(Stored data)

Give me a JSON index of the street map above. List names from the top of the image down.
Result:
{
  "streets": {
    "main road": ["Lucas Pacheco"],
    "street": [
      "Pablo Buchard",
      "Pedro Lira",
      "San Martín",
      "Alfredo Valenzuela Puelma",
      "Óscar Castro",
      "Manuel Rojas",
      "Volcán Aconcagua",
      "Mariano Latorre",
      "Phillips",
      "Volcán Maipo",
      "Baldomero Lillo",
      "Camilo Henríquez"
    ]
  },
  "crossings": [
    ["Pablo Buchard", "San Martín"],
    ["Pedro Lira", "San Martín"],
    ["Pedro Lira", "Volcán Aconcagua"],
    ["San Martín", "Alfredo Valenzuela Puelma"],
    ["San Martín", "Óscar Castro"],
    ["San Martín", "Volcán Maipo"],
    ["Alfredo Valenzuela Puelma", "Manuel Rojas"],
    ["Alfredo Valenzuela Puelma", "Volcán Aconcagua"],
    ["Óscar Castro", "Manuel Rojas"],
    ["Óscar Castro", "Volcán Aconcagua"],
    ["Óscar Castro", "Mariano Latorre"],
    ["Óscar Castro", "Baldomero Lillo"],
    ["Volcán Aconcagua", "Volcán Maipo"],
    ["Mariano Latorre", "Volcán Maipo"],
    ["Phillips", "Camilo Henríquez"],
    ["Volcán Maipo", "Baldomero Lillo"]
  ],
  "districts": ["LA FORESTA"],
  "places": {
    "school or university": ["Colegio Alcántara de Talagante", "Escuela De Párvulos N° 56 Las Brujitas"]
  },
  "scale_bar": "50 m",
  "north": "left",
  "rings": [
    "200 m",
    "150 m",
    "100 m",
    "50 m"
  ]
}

[What to produce]: The answer must be all the lines above that hold the word "Castro".

[Response below]:
      "Óscar Castro",
    ["San Martín", "Óscar Castro"],
    ["Óscar Castro", "Manuel Rojas"],
    ["Óscar Castro", "Volcán Aconcagua"],
    ["Óscar Castro", "Mariano Latorre"],
    ["Óscar Castro", "Baldomero Lillo"],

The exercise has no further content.